The filing, which took place at the Palm Beach County Courthouse, came just days before the two year anniversary of the boys' disappearance.

Perry Cohen and Austin Stephanos, both 14, went missing off the coast off Florida during a fishing trip on Austin's boat on the morning July 24. Two days later, the 19-foot fishing boat was spotted capsized during a widespread search for the teens.

The boys have since been presumed dead.

"This lawsuit is about truth, accountability and justice," attorney Guy Rubin said in a statement on behalf of Pamela Cohen, Perry's mother. "Perry's family can not just move on, put this behind them or let it go."

Cohen alleges in the lawsuit that Austin's family was negligent and that it resulted in the boys' deaths.

In June, the Florida Department of Law Enforcement found that Carly Black, Austin's mother, showed an "egregious lack of judgement and failure to execute due care" when she allowed the teens to go alone on a fishing trip in a "minimally equipped" 1978 boat.

The boat had a single motor and no GPS or radio.

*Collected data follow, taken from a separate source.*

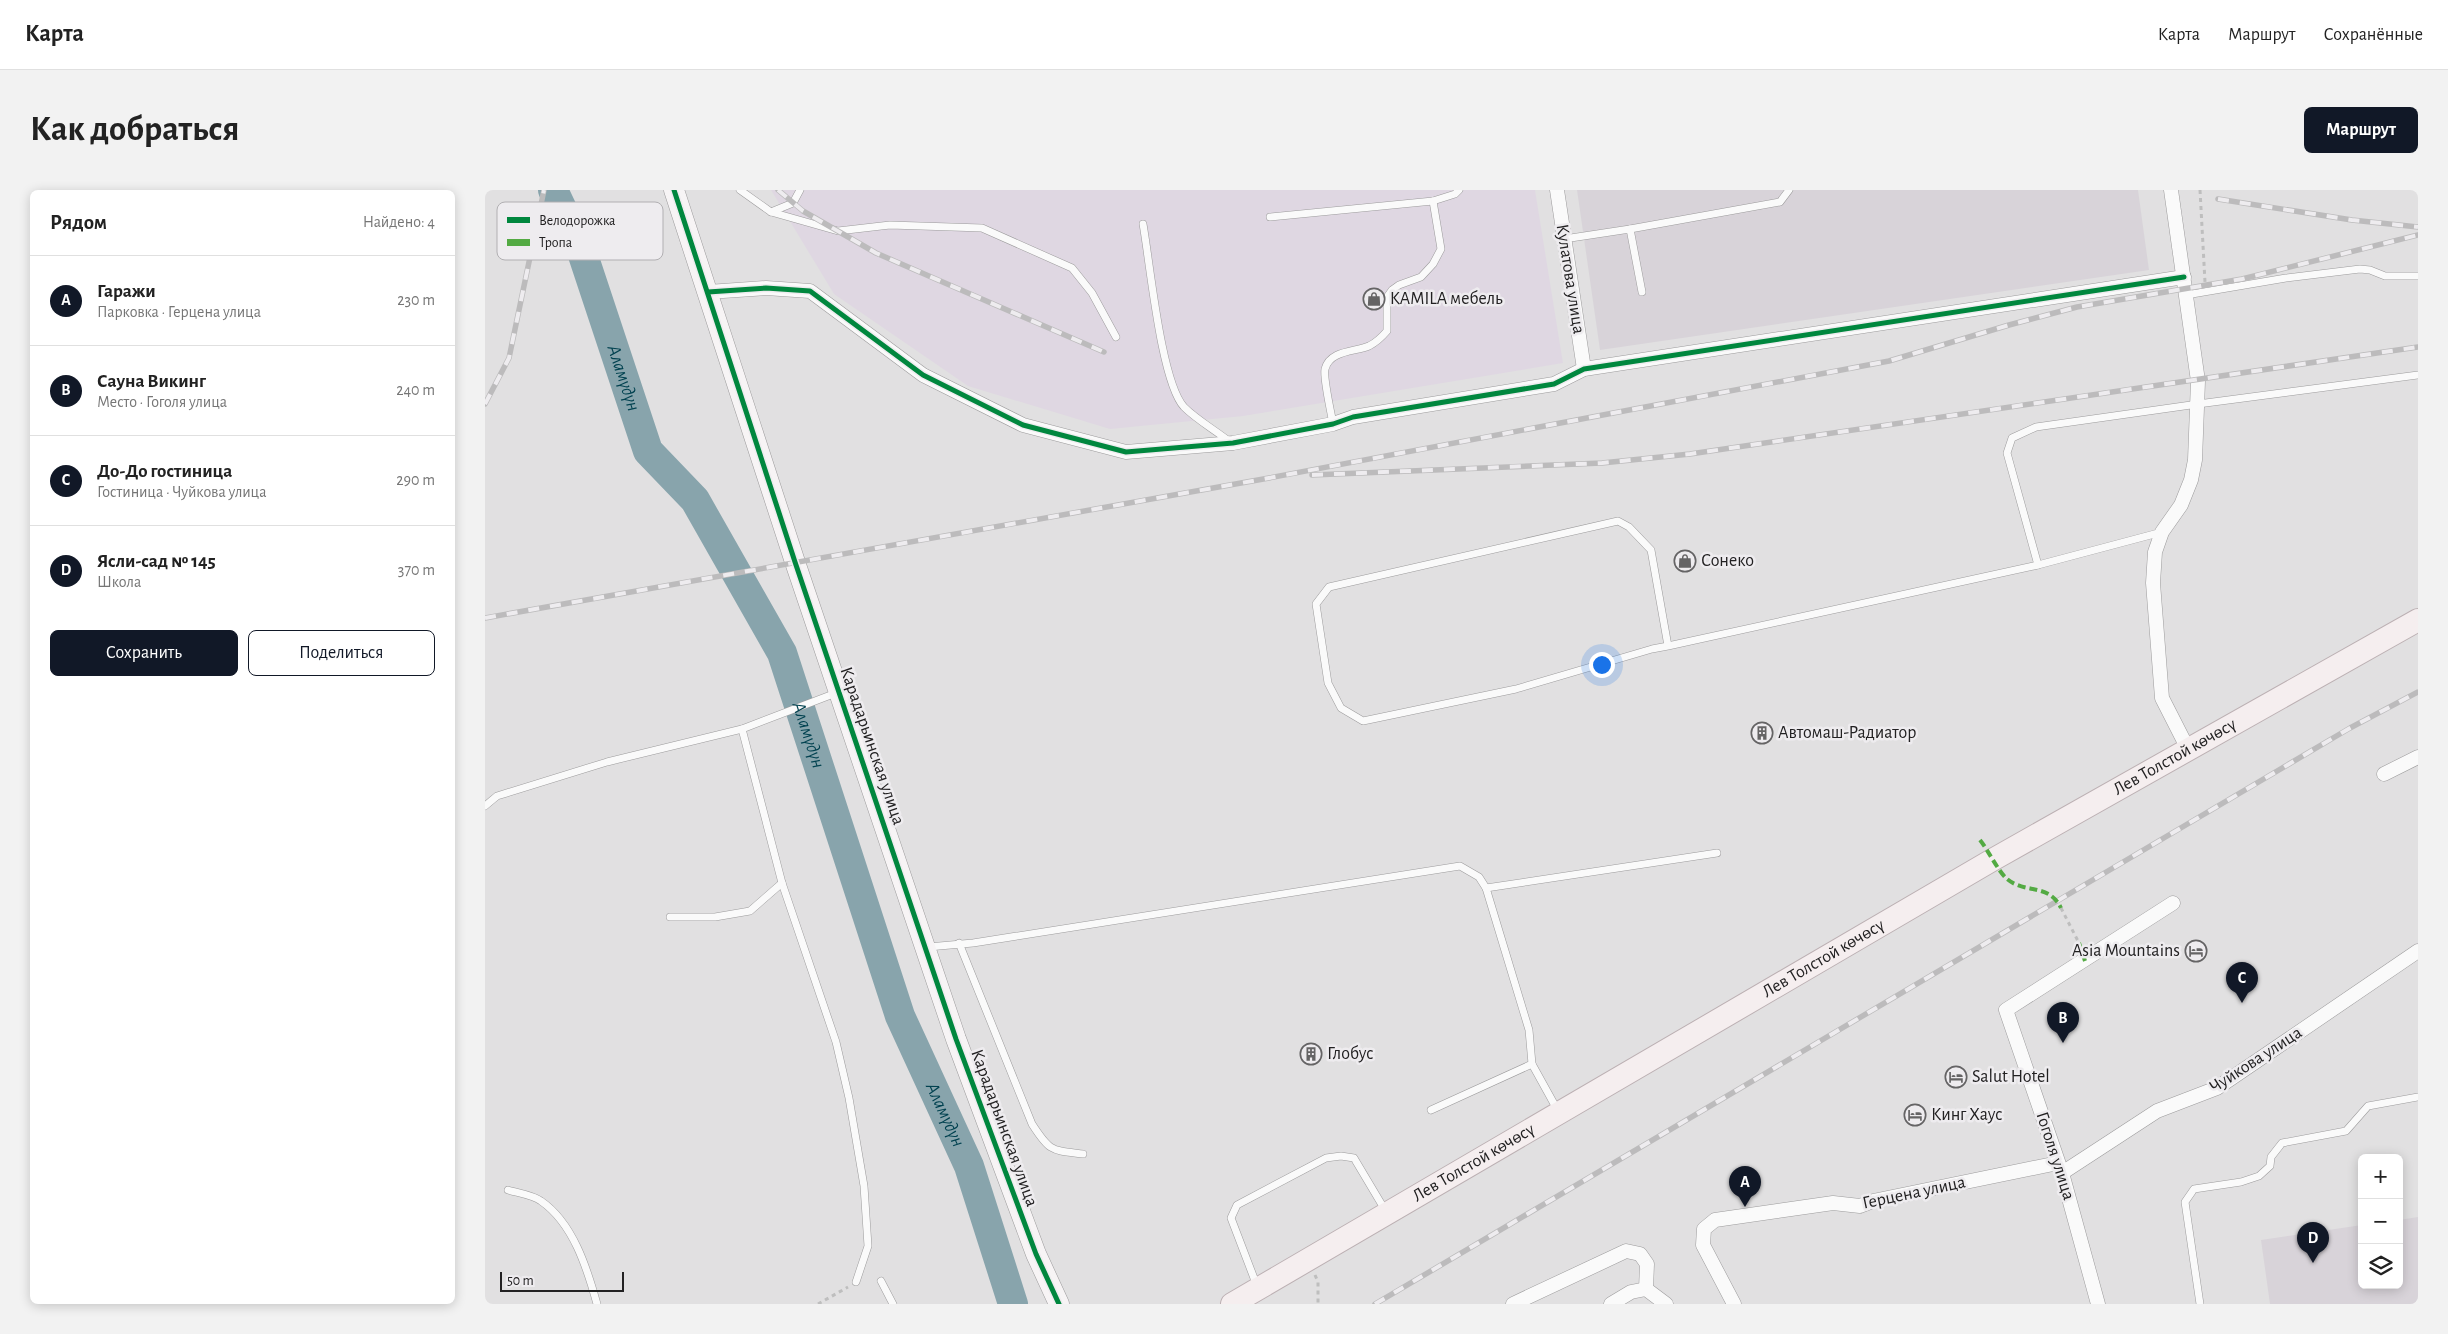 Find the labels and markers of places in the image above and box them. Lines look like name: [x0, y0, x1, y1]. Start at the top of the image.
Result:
shop icon: KAMILA мебель: [1362, 287, 1386, 311]
place label: KAMILA мебель: [1390, 289, 1503, 308]
shop icon: Сонеко: [1673, 549, 1697, 573]
place label: Сонеко: [1701, 552, 1754, 570]
building icon: Автомаш-Радиатор: [1750, 721, 1774, 745]
place label: Автомаш-Радиатор: [1778, 724, 1916, 742]
hotel icon: Asia Mountains: [2184, 939, 2208, 963]
place label: Asia Mountains: [2072, 942, 2180, 960]
pin: C: [2226, 962, 2258, 1003]
pin: B: [2047, 1002, 2079, 1043]
building icon: Глобус: [1299, 1042, 1323, 1066]
place label: Глобус: [1327, 1044, 1373, 1063]
hotel icon: Salut Hotel: [1944, 1065, 1968, 1089]
place label: Salut Hotel: [1972, 1068, 2050, 1086]
hotel icon: Кинг Хаус: [1903, 1103, 1927, 1127]
place label: Кинг Хаус: [1931, 1106, 2003, 1124]
pin: A: [1729, 1166, 1761, 1207]
pin: D: [2297, 1222, 2329, 1263]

An investigative report released last month added that Black knew that Perry's parents forbade him to go offshore without an adult, and waited more than two hours to notify his parents that the boys were missing while Blu Stephanos, Austin's dad, went searching for the teens on his own boat, according to reports.

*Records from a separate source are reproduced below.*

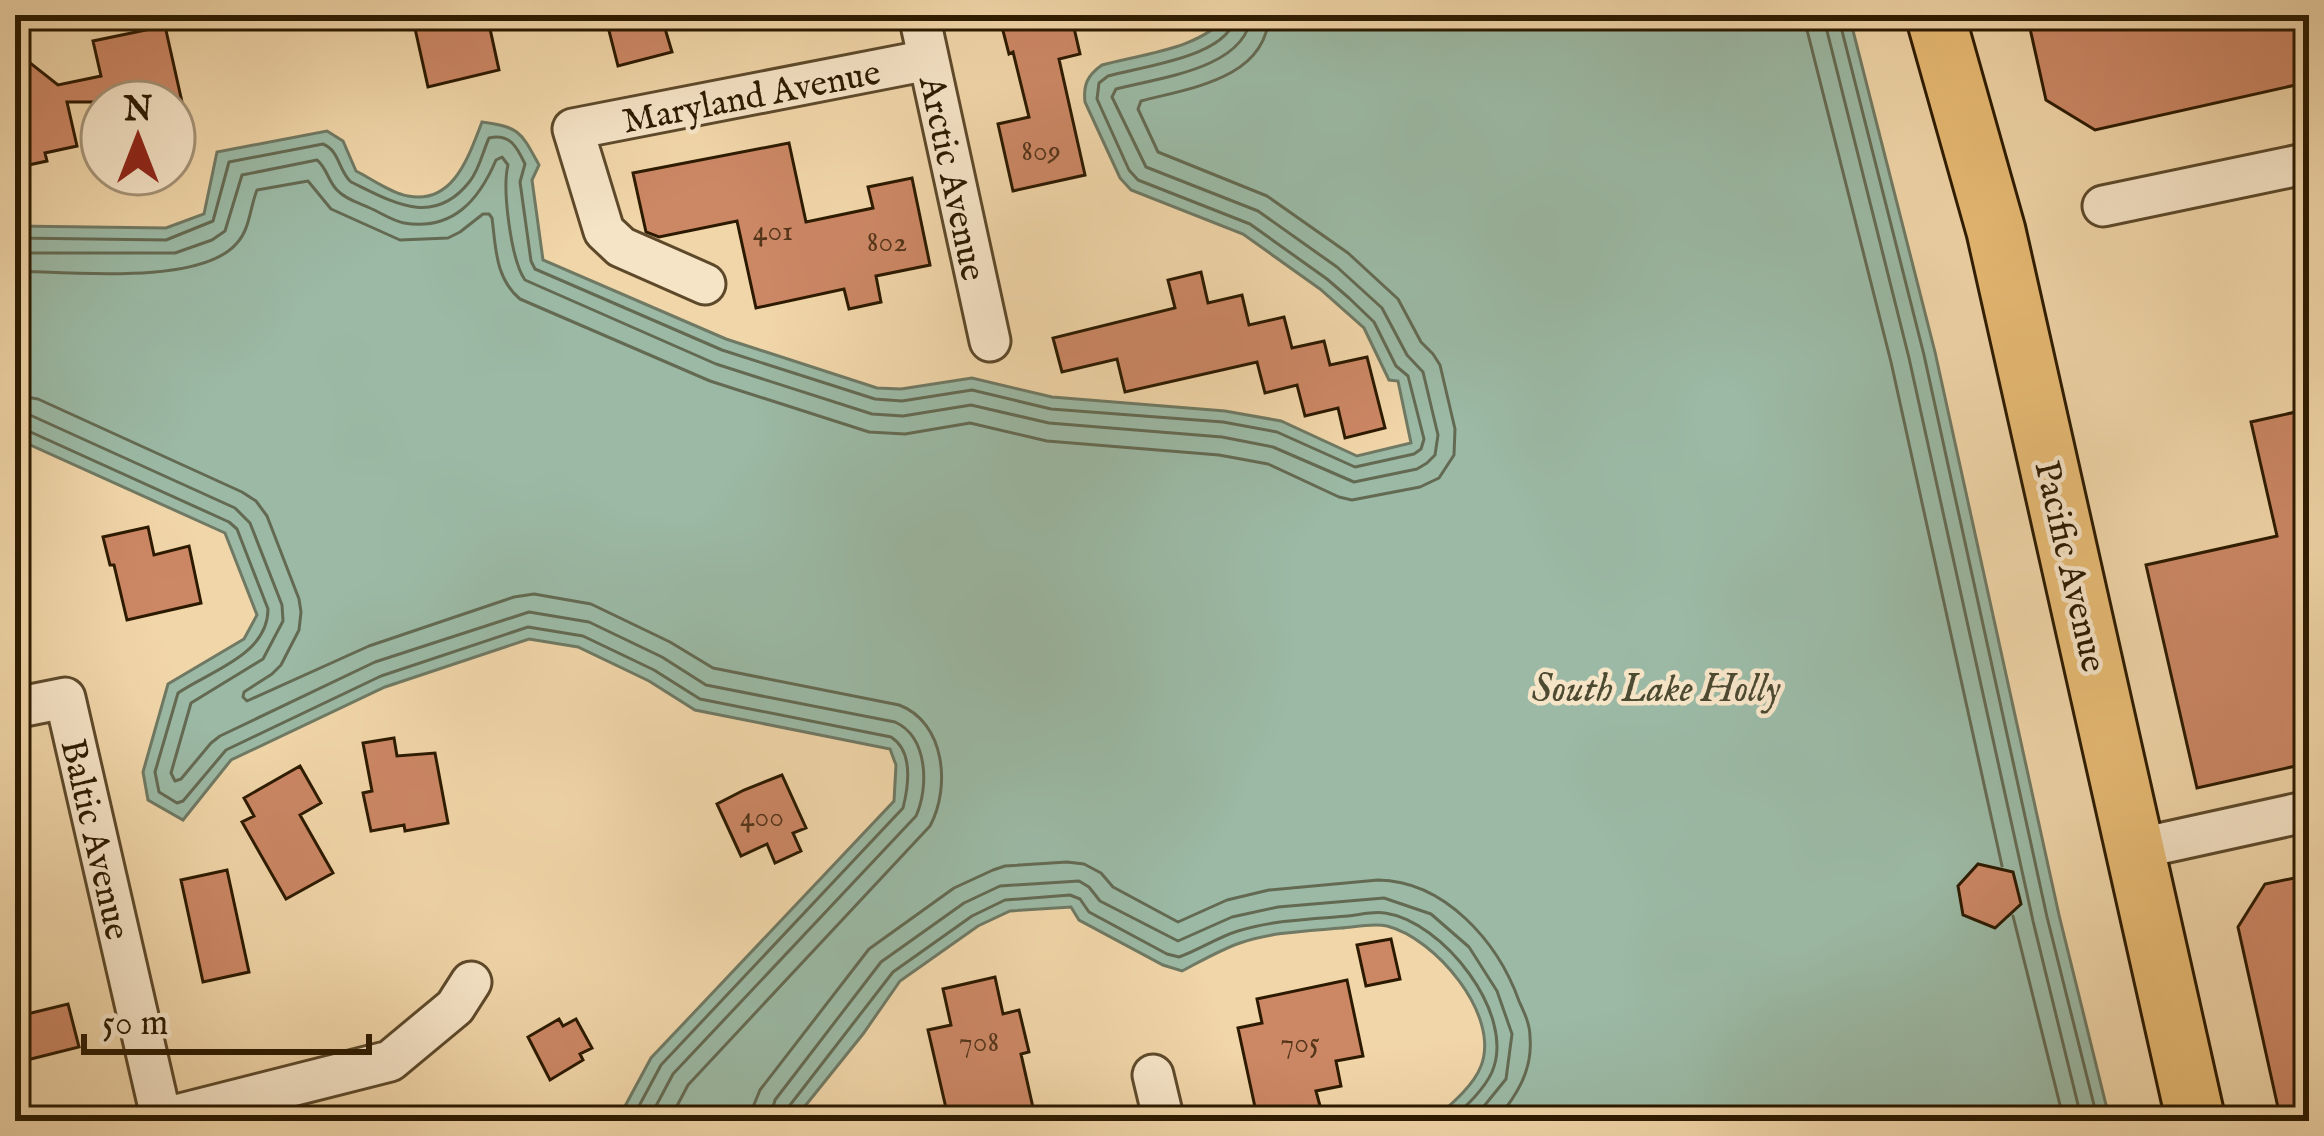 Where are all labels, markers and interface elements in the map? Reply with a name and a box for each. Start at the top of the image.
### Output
street label: Maryland Avenue [619,50,884,145]
street label: Arctic Avenue [907,71,995,285]
north arrow [78,78,198,198]
text: N [123,90,153,132]
house number: 809 [1021,133,1061,171]
house number: 401 [753,213,793,251]
house number: 802 [867,224,907,262]
street label: Pacific Avenue [2022,457,2116,677]
water label: South Lake Holly [1532,666,1781,715]
street label: Baltic Avenue [49,735,139,944]
house number: 400 [740,799,784,837]
scale bar [84,980,369,1054]
text: 50 m [102,1001,168,1047]
house number: 708 [959,1024,999,1062]
house number: 705 [1280,1025,1320,1063]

The state chose not to file charges, however, due to insufficient proof.

"Once it was clear the boys were not going to be found, there began some tension between the families," said Rubin.

This isn't the first battle between the families. In 2016, Cohen also filed a lawsuit over an IPhone 6 that was found on the boat, which was heavily damaged by saltwater.

The phone belonged to Austin, but Cohen wanted the phone turned over to investigators to determine possible foul play.

Because the case was not criminal, however, the phone was considered private property.